Lactate, an Essential Metabolic Marker in the Diagnosis and Management of Pediatric Conditions
Round 1
Reviewer 1 Report
Comments and Suggestions for Authors
General: This review is clearly written and covers a relevant clinical topic. Overall the message is consistent and well-referenced and important for clinicians. I have one (standard nowadays) question and a couple of moderate/minor comments which I assume are not very difficult to address.
Standard Question: no part of this manuscript was written with AI ?
Minor/moderate comments:
General: Some references are not appropriately placed. Please re-check them.
In the Abstract:
Please change "Lactate measurement" ->> "Measurement of circulating lactate ..
In the introduction:
L48: "Several decades" are in fact more than a century .....
L92 The sentences here convey a confusing message. Especially since some references also indirectly allude to Robergs who incorrectly claimed/claims that glycolysis does not produce lactic acid.
The simple stoichiometry 1 glucose -> 2 lactate + 2 protons, remains valid.
Also each lactate is exported together with a proton to the extracellular space. And this is also observed in (patho)physiology (see Brooks/ Gladden / Rabinowitz). The body just has a range of buffering systems to handle the protons, which causes the [lactate] and pH to often follow different trajectories.
So please modify your current sentence:
"Thus, hyperlactatemia is not invariably associated with acidosis as the commonly held belief regarding the systemic accumulation of lactic acid is not entirely accurate."
Likewise soften or remove:
"Consequently, although glycolysis is associated with a 101 localized acidification, the subsequent metabolic processes do not contribute to a net 102 proton accumulation"
Also the sentence that hyperlactatemia as such without acidosis is innocent, is incorrect. Hyperlactemia - also without acidosis - is a very worrying and prognostically bad sign, e.g. liver failure.
"Thus, hyperlactatemia can occur with normal tissue perfusion and 103 oxygenation, without significant metabolic disruption, whereas lactic acidosis indicates a severe metabolic disturbance, often due to tissue hypoperfusion, metabolic dysregulation, toxins, or congenital metabolic disorders."
Please modify the above sentence as well.
In discussing the types of lactic acidosis (LA), please stress that most clinical LA, both in kids and adults LA does not result from hypoxia.
P4, Table 1:
"Lactate may serve as a potential treatment for fluid resuscitation,.. "
it is not entirely clear what is meant here.

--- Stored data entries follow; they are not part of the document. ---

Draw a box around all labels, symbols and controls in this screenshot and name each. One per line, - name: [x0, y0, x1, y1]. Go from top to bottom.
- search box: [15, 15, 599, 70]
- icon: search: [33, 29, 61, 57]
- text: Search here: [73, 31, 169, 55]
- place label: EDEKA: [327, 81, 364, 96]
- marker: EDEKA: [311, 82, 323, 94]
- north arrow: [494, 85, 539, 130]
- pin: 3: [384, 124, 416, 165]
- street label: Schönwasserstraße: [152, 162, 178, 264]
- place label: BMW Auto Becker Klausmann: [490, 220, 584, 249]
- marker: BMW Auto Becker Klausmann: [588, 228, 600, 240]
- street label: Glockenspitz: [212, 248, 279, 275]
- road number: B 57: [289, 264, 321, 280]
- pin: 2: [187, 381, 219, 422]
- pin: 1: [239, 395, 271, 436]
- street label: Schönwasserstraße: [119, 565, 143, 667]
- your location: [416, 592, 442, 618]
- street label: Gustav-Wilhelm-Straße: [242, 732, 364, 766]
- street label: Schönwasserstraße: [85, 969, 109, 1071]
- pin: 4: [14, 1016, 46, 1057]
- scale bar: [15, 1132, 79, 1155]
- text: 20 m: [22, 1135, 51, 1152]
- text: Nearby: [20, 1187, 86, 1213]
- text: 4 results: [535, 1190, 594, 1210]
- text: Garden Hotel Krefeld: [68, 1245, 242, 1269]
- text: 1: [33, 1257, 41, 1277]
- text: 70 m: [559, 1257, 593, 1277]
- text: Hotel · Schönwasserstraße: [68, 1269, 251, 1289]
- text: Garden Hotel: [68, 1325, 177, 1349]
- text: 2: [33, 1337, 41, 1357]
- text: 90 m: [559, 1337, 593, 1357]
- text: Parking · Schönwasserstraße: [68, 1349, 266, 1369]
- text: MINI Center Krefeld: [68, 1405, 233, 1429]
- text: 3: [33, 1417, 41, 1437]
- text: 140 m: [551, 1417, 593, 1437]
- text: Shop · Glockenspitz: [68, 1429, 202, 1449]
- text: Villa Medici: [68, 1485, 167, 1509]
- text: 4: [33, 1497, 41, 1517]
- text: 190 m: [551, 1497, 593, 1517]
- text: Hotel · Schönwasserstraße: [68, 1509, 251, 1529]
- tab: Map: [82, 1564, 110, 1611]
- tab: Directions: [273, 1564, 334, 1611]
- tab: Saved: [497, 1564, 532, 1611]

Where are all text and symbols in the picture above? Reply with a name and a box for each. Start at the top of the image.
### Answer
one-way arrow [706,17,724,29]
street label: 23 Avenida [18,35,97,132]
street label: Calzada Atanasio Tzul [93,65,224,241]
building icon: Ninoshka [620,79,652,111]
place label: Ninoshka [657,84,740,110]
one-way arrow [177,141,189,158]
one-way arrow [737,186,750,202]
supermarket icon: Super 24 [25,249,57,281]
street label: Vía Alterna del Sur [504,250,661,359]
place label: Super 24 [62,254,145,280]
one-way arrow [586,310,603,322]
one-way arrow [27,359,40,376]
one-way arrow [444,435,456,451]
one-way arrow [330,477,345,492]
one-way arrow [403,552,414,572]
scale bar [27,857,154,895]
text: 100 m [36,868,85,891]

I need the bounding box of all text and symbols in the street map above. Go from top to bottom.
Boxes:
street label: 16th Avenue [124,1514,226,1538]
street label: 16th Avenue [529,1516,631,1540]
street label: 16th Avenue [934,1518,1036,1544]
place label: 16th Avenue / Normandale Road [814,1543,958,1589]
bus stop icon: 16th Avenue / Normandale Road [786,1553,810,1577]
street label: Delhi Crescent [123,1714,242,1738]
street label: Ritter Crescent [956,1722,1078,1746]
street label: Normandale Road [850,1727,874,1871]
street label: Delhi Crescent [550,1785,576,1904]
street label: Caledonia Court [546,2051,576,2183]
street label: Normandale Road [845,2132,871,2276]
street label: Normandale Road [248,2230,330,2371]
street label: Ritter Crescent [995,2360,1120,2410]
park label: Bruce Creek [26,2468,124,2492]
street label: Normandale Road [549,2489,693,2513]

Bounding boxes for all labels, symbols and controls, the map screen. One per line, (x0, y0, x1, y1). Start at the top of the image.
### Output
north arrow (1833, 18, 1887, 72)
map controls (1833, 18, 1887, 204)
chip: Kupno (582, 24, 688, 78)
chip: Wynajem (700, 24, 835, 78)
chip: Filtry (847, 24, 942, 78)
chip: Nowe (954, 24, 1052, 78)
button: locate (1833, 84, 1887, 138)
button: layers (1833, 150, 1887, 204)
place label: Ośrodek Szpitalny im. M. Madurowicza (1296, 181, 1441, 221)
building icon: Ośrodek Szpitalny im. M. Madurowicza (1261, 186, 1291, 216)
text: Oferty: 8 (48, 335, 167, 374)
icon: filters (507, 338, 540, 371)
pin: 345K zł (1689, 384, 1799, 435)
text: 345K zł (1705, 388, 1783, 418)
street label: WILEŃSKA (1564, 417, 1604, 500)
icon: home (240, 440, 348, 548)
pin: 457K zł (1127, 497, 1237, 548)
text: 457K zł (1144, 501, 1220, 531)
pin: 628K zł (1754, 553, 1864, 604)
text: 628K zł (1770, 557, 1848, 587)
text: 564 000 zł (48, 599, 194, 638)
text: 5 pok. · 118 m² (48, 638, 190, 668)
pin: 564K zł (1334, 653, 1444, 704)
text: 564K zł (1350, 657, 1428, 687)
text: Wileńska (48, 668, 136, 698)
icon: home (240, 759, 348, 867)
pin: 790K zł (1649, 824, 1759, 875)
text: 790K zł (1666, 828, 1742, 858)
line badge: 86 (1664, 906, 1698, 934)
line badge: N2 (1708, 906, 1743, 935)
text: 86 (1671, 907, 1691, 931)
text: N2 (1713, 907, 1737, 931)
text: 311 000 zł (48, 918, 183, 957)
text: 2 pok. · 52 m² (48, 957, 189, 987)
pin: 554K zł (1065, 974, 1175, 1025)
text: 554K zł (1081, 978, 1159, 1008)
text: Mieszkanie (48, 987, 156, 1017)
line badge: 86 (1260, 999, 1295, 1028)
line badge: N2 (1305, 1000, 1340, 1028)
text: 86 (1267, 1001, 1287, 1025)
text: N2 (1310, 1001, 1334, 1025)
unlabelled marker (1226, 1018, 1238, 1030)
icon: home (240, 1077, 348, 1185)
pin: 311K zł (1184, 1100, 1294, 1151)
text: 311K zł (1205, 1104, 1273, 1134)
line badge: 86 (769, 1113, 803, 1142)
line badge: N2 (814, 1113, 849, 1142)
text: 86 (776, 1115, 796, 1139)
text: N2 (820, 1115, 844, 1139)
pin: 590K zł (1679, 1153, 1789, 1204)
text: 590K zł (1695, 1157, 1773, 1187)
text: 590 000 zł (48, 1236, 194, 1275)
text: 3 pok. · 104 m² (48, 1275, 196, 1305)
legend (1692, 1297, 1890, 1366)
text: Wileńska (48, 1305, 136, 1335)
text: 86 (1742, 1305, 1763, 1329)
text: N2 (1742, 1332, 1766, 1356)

Please clarify
In general plasma lactate is the more modern and correct term than serum lactate.
L 158 Please nuance "reliable" into "important"
L171 change "hypoxia" into "hypoperfusion"
L195 be more specific, ischemia of what ?
L203 please change "lactic acid" into "lactate", because that is what's measured
L206 id.
L208 id.
L271 please explain here or earlier that clearance of lactate (e.g. Cori cycle) essentialy requires oxygen.
L326 and elsewhere please convert mg/dL to mmol/L for consistency.
L361 please soften this overconfident prediction. ML algorithms require independent validation in other populations before they can be trusted.
L362 This paragraph undercuts what you (correctly) said earlier, namely that lactate is signal of severe disease and not a mediator.
L369 This paragraph with interesting but clinically yet unproven treatments also undercuts the message of a review on plasma lactate as a diagnostic tool.
Also refs 88,89 do not seem relevant in this context.
So in this paper that covers a different subject, it can be left out.
Better to stress that the first therapeutic focus in the context of lactate measurements as discussed in this paper is to act upon it in conventional ways.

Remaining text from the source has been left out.